The University of Hawaii's
By Debra Barayuga
new Outreach College is reaching
more students via interactive
TV and Internet classes
Star-BulletinTechnology is changing the face of higher education.
Years ago, the only way to take a University of Hawaii course was to register in person and show up for classes. Today, people can register via the World Wide Web as well as take courses electronically without having to commute or step foot on campus.
The focus of the University of Hawaii's Outreach College -- formed last month by merging the Summer Session and the College of Continuing Education and Community Service -- was to expand its outreach to the neighbor islands and remote communities on Oahu and provide more distance-learning opportunities.
Officials hope the merger will open opportunities for disabled students and students who work, have families or live on the neighbor islands and can't come to the UH-Manoa campus to take courses.
"It's really important for Manoa to serve distance sites in our island state," said Victor Kobayashi, interim dean of the Outreach College. "Increasingly, students feel the university should send the classes to them rather than coming to campus to take classes."
Distance learning is not new. The university has offered correspondence courses for some time. For several years, courses have been available through the Hawaii Interactive Television System, which offers two-way video and audio. And with the Internet, it's possible for courses to be delivered more efficiently, Kobayashi said.
Barriers that deter people from enrolling can be eliminated by sending courses electronically to people's homes, offices or to centers where people have access to computers, he said. Instructors who are not so mobile also can work from their office or home.
The Outreach College hopes to move into combining electronic systems to send courses to the neighbor islands and the rest of the world and to receive courses from other universities, Kobayashi said. "It may change the whole character of higher education."
During the spring and fall semesters, UH Hawaiian language Professor Puakea Nogelmeier broadcasts live his third- and fourth-level Hawaiian classes to the neighbor islands via the Hawaii Interactive Television System. Students and Nogelmeier can hear and see each other on a TV screen. When Nogelmeier asks a question of the Kauai group, the screen immediately clicks to Kauai students so students tuned in across the state can see and hear them.
"It's a less than optimum educational environment because you miss the personal contact of the teacher with the student," he said. But he makes it a point to hold the class from sites on Maui, Kauai and Molokai at least once or twice a semester to make more personal contact with his neighbor-island students.
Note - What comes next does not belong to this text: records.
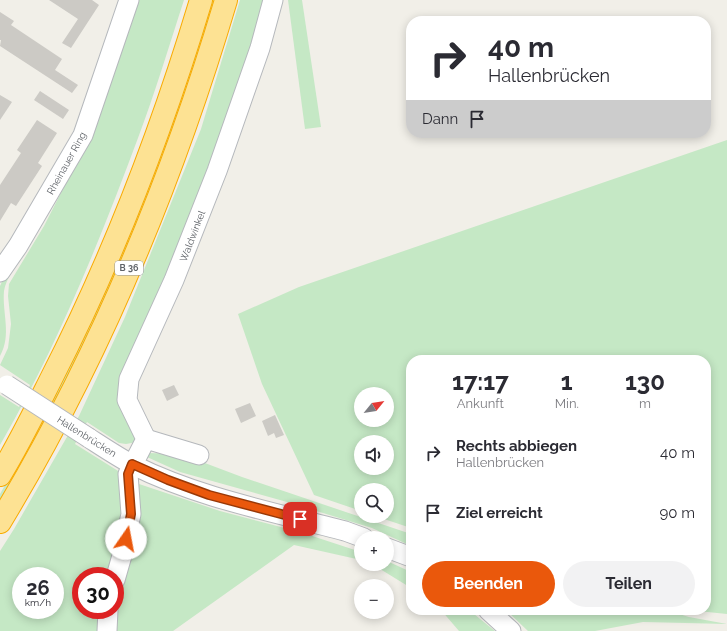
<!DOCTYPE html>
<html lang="de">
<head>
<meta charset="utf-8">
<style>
  :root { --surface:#fff; --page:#f2f2f3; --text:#2b2b33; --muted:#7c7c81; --accent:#ea580c }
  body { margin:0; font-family:Raleway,sans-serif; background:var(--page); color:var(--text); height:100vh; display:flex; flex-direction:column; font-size:15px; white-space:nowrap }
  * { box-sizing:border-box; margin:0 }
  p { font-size:13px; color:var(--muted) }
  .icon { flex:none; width:22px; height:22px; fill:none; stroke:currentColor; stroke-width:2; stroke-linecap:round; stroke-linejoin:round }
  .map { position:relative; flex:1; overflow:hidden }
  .details { position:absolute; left:406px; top:355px; width:305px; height:260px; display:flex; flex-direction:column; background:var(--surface); border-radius:16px; box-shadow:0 2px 10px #0003 }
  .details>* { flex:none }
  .guide { position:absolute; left:406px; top:16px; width:305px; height:122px; border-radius:16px; box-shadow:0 2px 10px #0003; background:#fff; color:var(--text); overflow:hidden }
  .needle { width:26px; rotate:60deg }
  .buttons { position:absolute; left:354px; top:387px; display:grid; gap:8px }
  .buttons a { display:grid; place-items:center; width:40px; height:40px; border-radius:50%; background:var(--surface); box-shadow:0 2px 10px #0003; font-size:20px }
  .speed { position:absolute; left:12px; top:567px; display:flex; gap:8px; font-size:20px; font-weight:700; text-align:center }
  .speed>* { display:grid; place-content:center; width:52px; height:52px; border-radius:50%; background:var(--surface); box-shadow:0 2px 10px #0003; line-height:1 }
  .speed small { font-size:10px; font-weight:400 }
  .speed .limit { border:6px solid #d22; background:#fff; color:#111 }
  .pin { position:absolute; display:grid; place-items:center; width:34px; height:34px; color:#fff; margin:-17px; border-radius:8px; box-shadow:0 2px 6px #0006 }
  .me { position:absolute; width:44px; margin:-22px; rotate:12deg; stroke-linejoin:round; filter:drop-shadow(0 0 3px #0008) }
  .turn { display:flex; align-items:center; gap:14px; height:84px; padding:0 16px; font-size:18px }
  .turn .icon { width:52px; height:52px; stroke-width:2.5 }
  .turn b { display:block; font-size:28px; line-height:34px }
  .then { display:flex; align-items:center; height:38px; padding:0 16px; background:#0003; gap:8px; font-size:15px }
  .eta { display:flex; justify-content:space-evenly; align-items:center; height:68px; text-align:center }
  .eta b { font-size:24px; font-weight:700; line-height:28px }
  .action { display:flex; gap:8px; margin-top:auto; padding:8px 16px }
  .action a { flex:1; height:46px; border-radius:24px; background:var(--accent); color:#fff; font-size:16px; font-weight:700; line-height:46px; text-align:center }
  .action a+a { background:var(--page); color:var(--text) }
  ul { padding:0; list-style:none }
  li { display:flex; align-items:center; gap:12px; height:60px; padding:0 16px }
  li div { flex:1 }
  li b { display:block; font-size:15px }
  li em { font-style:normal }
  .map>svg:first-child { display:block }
</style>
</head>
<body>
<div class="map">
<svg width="727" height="631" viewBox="0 0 727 631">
  <rect width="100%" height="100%" fill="#f1efe8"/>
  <!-- green -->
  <g fill="#c5e8c5" fill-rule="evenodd">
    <path d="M138,0H184C169,46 155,93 138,138C99,243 56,349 0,445V395L19,407L30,385L0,365L8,348L11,324L8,296L9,284L44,226L86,144L127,36Z"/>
    <polygon points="211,0 216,0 163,160 91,332 0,506 0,494 13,471"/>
    <path d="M240,0H269L235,110L125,375L137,442L126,444L119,443L87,422L75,444L139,484L220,511L300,532L361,552V560L294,545L173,631H0V551L14,529L79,416L125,317L201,129ZM21,576H55V610H21ZM81,576H115V610H81Z"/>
    <polygon points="288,0 302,0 321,127 305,129"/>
    <path d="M727,140V614L688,610H706V360H411V528L375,516H387V490H361V511L314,495L262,384L238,314L299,287ZM361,394H387V420H361ZM361,442H387V468H361Z"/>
    <path d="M21,257C15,267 6,279 4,291C2,313 12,335 0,356V286L8,269Z"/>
    <polygon points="148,453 181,454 242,477 411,534 411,546 372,528 287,502 180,472 147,457"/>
    <polygon points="387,561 411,572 411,588 372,564 387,564"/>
    <polygon points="441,610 469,610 495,631 459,631"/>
    <polygon points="506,610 666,610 689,617 727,624 643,622 595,631 528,631"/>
  </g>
  <!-- building -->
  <g fill="#cccac5">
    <polygon points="49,0 92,0 99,5 71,48 62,43 78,19"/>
    <polygon points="0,12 14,21 11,25 62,59 55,70 78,85 72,93 0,46 1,40 0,40"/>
    <polygon points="40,91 69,110 63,119 34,100"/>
    <polygon points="0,95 12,102 0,120"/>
    <polygon points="37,120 57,133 38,163 42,166 16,206 11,203 0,221 0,185 21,153 17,150"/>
    <polygon points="174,385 179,395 167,401 162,390"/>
    <polygon points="250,403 256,416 241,423 235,409"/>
    <polygon points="275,415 284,435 276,438 274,433 268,436 262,421"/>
  </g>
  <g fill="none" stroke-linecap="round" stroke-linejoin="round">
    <defs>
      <g id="minor">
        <polyline points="0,272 18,246 83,135 129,0"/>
        <path d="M89,438C103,447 118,457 133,465C199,498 274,512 345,531L364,538"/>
        <polyline points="146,439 199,455"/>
        <polyline points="387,548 411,557"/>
        <polyline points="115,580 123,552 131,514 128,474 146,439 127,400 129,379 174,280 217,171 260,48 273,0"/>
        <polyline points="488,610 511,631"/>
        <polyline points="107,631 108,610"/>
      </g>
      <g id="highway">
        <path d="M0,475C19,444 35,411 51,379C113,258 162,130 201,0"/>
        <path d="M0,522C98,360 172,182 226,0"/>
      </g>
    </defs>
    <!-- minor casing -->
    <use href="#minor" stroke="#b5b8bc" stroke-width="21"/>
    <!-- highway casing -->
    <use href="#highway" stroke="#f9ab00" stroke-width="24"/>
    <!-- minor -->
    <use href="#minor" stroke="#fff" stroke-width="19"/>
    <!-- highway -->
    <use href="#highway" stroke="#fde293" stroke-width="22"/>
    <defs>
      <polyline id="minor-bridge" points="7,385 89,438"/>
    </defs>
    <!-- minor-bridge casing -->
    <use href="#minor-bridge" stroke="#b5b8bc" stroke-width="21" stroke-linecap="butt"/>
    <!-- minor-bridge -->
    <use href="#minor-bridge" stroke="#fff" stroke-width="19"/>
  </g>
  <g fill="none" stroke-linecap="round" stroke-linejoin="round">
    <defs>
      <polyline id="route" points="126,539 131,514 128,474 132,464 168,480 209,495 300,519"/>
    </defs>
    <!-- route casing -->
    <use href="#route" stroke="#983908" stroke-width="10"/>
    <!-- route -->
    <use href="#route" stroke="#ea580c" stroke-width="7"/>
  </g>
  <g text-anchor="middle" stroke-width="4" stroke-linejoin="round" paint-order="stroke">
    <!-- shield labels -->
    <rect fill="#fff" stroke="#8f9295" stroke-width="1" x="115" y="261" width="28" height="14" rx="3"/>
    <g font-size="9" font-weight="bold" fill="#5f6368">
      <text x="129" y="271">B 36</text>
    </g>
    <!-- street labels -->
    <g font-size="10" fill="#5f6368" stroke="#fff">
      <text transform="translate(66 163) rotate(-61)" y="4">Rheinauer Ring</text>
      <text transform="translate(192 236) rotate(-69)" y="4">Waldwinkel</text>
      <text transform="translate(87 436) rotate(32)" y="4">Hallenbrücken</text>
    </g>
  </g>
</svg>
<div class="buttons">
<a><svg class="needle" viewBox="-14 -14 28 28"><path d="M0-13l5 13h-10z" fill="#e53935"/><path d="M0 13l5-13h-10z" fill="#7c7c81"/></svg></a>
<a><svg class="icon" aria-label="sound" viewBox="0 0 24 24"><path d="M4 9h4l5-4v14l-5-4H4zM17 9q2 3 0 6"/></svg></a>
<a><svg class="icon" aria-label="search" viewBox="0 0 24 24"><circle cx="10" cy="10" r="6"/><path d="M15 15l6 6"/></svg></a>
<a>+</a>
<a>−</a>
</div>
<div class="speed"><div>26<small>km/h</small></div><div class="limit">30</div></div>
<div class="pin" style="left:300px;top:519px;background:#d93025"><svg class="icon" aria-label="arrive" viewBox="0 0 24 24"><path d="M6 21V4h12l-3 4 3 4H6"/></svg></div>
<svg class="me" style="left:126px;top:539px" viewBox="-20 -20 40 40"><circle r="19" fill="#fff"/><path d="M0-13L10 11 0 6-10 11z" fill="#ea580c"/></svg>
<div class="guide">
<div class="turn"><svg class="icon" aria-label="right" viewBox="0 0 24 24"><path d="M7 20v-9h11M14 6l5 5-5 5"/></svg><div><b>40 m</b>Hallenbrücken</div></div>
<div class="then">Dann<svg class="icon" aria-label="arrive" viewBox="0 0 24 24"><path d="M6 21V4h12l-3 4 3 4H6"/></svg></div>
</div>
<section class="details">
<div class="eta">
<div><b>17:17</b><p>Ankunft</p></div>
<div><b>1</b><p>Min.</p></div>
<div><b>130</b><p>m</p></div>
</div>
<ul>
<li><svg class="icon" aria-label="right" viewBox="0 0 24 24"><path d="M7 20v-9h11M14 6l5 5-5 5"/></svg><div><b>Rechts abbiegen</b><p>Hallenbrücken</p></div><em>40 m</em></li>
<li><svg class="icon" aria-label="arrive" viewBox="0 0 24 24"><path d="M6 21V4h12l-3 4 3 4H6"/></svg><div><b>Ziel erreicht</b></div><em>90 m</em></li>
</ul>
<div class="action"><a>Beenden</a><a>Teilen</a></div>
</section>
</div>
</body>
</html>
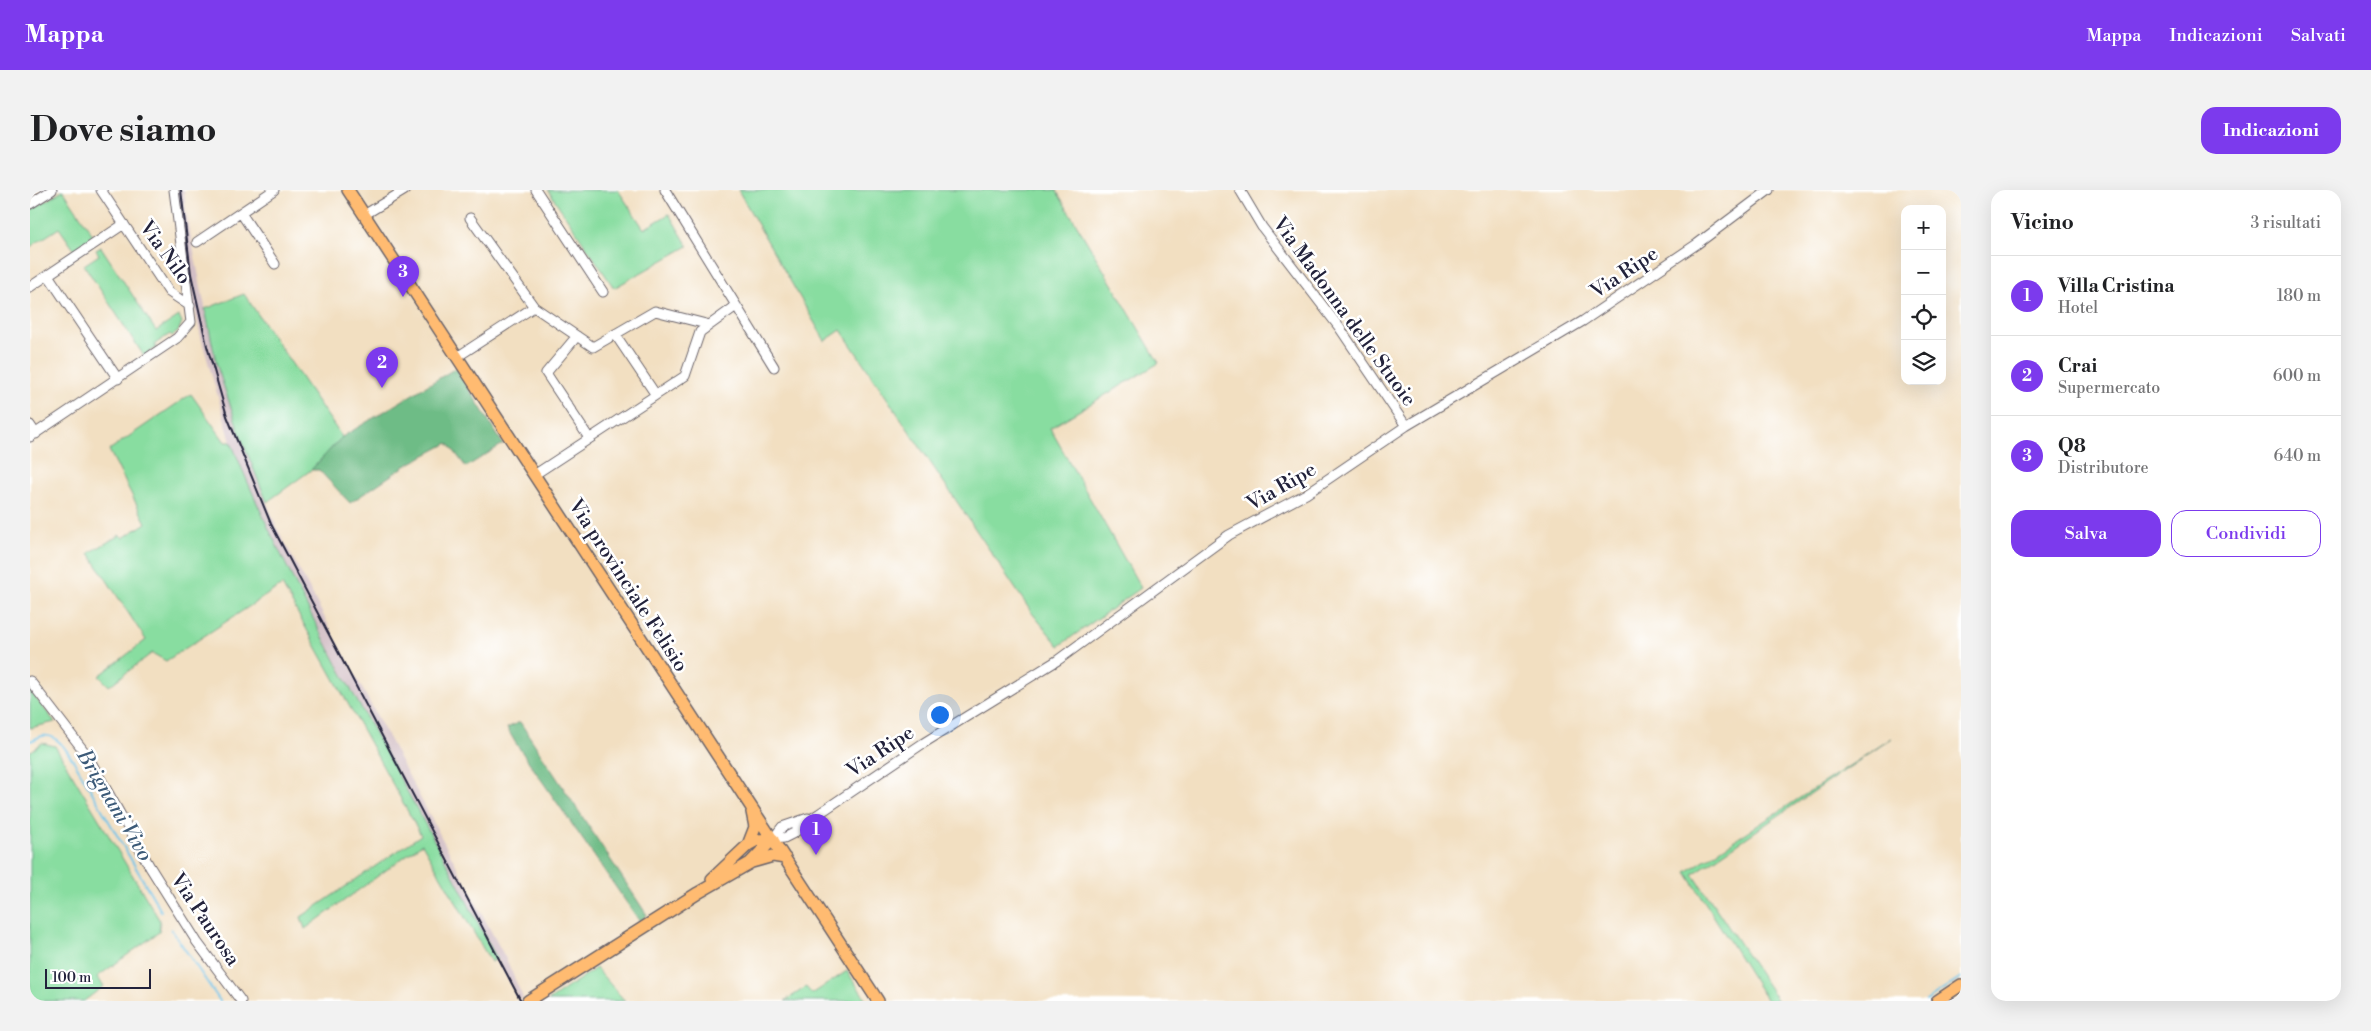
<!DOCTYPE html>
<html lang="it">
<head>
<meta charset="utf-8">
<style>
  :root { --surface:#fff; --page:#f2f2f2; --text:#202124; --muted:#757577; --line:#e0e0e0; --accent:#7c3aed }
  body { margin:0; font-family:"Libre Bodoni",serif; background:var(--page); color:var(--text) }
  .controls { position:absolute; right:15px; top:15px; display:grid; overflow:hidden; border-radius:10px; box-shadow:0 5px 20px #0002 }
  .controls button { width:45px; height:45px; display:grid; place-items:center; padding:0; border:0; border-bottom:1px solid var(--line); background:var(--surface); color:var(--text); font:25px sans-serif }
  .scale { position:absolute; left:15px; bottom:12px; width:106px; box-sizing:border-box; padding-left:5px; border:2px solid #22223b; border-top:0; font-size:14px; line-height:18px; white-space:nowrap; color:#22223b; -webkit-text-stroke:4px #fff; paint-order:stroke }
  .you { position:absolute; left:909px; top:524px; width:18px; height:18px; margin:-12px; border:4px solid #fff; border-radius:50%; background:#1a73e8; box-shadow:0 0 0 8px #1a73e833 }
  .badge { display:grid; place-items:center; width:32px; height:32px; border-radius:50%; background:var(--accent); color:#fff; font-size:16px; font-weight:700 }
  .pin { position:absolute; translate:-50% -41px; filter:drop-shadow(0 1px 2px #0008) }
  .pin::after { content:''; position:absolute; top:26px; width:18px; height:15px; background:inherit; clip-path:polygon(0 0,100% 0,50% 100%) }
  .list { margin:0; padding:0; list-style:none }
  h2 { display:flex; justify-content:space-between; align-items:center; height:65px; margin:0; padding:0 20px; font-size:21px }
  h2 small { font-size:16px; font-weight:400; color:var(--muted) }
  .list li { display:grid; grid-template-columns:32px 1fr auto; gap:15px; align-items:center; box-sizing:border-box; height:80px; padding:0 20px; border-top:1px solid var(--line) }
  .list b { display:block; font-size:19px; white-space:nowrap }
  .list p { margin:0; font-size:16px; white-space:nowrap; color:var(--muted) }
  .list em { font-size:16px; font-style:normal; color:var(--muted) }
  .actions { display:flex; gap:10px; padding:15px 20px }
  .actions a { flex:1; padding:11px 0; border:1px solid var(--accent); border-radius:15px; text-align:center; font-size:18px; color:var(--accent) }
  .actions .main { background:var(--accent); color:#fff }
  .icon { flex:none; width:28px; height:28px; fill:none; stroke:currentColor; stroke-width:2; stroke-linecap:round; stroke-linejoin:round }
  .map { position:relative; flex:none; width:1931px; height:811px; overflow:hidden; border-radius:15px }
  header { display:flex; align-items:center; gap:30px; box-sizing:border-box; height:70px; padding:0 25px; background:var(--accent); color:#fff }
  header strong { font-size:24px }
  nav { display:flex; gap:28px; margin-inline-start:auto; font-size:18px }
  .intro { display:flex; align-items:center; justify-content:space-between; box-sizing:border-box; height:120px; padding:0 30px }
  h1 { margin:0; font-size:35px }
  .button { padding:12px 22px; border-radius:15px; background:var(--accent); color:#fff; font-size:18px; font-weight:700 }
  main { display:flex; gap:30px; padding:0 30px }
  aside { flex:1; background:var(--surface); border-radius:15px; box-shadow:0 5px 20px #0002 }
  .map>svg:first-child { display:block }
  .industrial { fill:#d2bec5 }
  .green { fill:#88dda0; stroke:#55806e }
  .forest { fill:#6ebc86; stroke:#486f60 }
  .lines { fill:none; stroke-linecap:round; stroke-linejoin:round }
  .stream { stroke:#6cc3e9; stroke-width:2 }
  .minor-casing { stroke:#6b646a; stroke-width:11 }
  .major-casing { stroke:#6b646a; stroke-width:14 }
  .minor { stroke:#fff; stroke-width:9 }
  .major { stroke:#ffbb71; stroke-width:11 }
  .rail { stroke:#22223b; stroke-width:2 }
  .labels { text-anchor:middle; stroke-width:5; stroke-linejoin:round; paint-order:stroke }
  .street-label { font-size:20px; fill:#22223b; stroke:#fff }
  .water-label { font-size:21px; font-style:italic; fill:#3c5a78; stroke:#fff }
</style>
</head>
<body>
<header>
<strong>Mappa</strong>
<nav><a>Mappa</a><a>Indicazioni</a><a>Salvati</a></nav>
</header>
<div class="intro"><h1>Dove siamo</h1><a class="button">Indicazioni</a></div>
<main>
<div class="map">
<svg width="1931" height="811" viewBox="0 0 1931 811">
  <rect width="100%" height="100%" fill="#fff"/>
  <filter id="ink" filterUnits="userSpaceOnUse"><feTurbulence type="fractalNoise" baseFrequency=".02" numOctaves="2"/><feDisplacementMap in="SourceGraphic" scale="10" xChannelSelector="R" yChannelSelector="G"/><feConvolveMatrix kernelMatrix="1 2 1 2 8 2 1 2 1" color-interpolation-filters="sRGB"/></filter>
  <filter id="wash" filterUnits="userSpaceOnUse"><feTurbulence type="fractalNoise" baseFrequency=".0096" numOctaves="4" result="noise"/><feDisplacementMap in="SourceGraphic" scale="20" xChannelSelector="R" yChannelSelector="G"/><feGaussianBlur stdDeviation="1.12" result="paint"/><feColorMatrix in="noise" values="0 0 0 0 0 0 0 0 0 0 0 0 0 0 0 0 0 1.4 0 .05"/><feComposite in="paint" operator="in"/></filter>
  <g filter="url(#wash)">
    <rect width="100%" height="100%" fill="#f2dfc1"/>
    <path class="industrial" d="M146 0H154L156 23 187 176 213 253 247 338 477 771 493 808 489 810 266 397 227 315 201 252 172 151 158 89Z"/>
    <path class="green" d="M33 0 65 48 45 61 29 38 0 57V21Z
      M518 0H588L614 39 639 24 658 56 584 98Z
      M708 0H1026L1129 173 1020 238 1111 398 1029 456 1002 423 811 140 795 151Z
      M71 57 126 141 149 126 152 132 148 142 142 146 140 144 125 154 126 158 114 166 54 75 69 65 66 60Z
      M214 104 312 247 281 280 237 312 213 253 187 176 175 119Z
      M161 204 195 252H201C260 399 341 534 416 672 434 704 449 737 467 769L461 772 392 654 275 739 271 727 391 645 252 395 136 471 122 463 79 496 69 486 116 450 59 363 90 345 93 348 116 333 79 260Z
      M0 501 25 532 0 538Z
      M1862 548 1663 684 1748 811H1737L1656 682Z
      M12 553 25 556 130 731 129 742 67 787 74 796 54 811H0V562Z
      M566 778 595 811H518Z
      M817 781 837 811H755L776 797 782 804Z"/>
    <path class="forest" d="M426 178 473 254 436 277 418 253 375 276 320 313 289 280H281L312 247Z
      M490 532 617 725 610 732 485 552 477 538Z"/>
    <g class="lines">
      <path class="stream" d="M0 551C4 550 8 547 12 546 28 543 37 562 45 573L131 721
        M141 739 190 811
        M1896 811 1931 788"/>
    </g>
  </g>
  <g filter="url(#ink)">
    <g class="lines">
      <g class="minor-casing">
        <path id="minor" d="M71 0 139 102 160 116
          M506 0 573 102
          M635 0 744 177
          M1210 0 1232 37 1309 137 1376 236
          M0 14 22 0
          M211 23 245 74
          M334 25 375 0
          M440 28 504 117 563 157 625 121 680 135
          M167 52 244 0
          M18 85 88 189
          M0 97 94 34
          M585 144 626 205
          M547 146 516 183 559 248
          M427 167 504 117
          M0 235 6 244
          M0 247 147 148 161 132 144 0
          M504 285 655 186 670 142 706 116
          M0 491 57 565 120 677 167 752 211 811
          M743 649 754 648 764 643 784 627 892 554 1028 470 1199 345 1276 304 1376 236 1553 131 1667 54 1739 0
          M743 649 752 637 778 628"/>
      </g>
      <g class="major-casing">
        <path id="major" d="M318 0 848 811
          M718 655 725 637 722 622
          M722 672 743 666 755 668
          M682 689 718 655 727 650 743 649
          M498 811 668 703 720 673 743 649
          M1907 811 1931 795"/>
      </g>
      <use href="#minor" class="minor"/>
      <use href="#major" class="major"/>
      <path class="rail" d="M151 0 161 84 177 156 197 226 241 334 491 811"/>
    </g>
  </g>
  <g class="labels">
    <g class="street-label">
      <text transform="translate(136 62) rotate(54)" y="7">Via Nilo</text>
      <text transform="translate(1594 82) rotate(-34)" y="7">Via Ripe</text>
      <text transform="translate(1315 121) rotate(54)" y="7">Via Madonna delle Stuoie</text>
      <text transform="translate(1251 296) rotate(-30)" y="7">Via Ripe</text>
      <text transform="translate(599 395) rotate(57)" y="7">Via provinciale Felisio</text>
      <text transform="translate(850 561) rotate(-34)" y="7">Via Ripe</text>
      <text transform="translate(176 729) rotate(56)" y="7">Via Paurosa</text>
    </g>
    <g class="water-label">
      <text transform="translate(85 615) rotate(59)" y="7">Brignani Vivo</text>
    </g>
  </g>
</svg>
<div class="controls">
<button>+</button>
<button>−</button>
<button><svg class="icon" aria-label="locate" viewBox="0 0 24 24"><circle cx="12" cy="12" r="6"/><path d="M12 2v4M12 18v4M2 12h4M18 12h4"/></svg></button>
<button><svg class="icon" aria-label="layers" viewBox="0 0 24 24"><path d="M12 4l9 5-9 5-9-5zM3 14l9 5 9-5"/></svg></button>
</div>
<div class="scale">100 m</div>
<div class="you"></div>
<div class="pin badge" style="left:786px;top:665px">1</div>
<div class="pin badge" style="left:352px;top:198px">2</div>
<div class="pin badge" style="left:373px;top:107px">3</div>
</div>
<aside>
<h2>Vicino<small>3 risultati</small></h2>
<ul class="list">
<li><span class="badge">1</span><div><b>Villa Cristina</b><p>Hotel</p></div><em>180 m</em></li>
<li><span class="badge">2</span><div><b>Crai</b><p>Supermercato</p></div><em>600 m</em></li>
<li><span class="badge">3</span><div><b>Q8</b><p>Distributore</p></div><em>640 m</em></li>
</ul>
<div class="actions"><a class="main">Salva</a><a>Condividi</a></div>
</aside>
</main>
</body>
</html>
After taking 100- and 200-level Hawaiian language courses at Kauai Community College, Maka'ala Warriner faced having to commute to Honolulu or to UH-Hilo to complete the upper-level language courses.
As a small business owner, abandoning her business or island-hopping would have been impossible, she said. She wasn't the only student faced with the dilemma.
"If the upper-level Hawaiian language wasn't available through HITS, I would have been stuck," said Warriner who may repeat Hawaiian 401 if no other Hawaiian classes are made available via distance learning. "The more they can offer to the outer islands, the better off we'll be."
Depending on the students and the teacher, distance learning can be "really positive and productive," said Nogelmeier, who has taught distance learning classes for the past four years.
Some aspects can be less than perfect -- such as delays in moving papers back and forth and teaching a three-hour class only once a week for a semester rather than three one-hour sessions a week. With Internet courses, students can type in questions and interact with the instructor -- a boon for students who aren't comfortable about speaking up in class, Kobayashi said.
In the future, students will be able to see and hear each other and the instructor.
Technology can bring on its own set of problems. Guidelines on etiquette and behavior had to be drawn up because some people felt they were being sexually harassed on the Internet, Kobayashi said.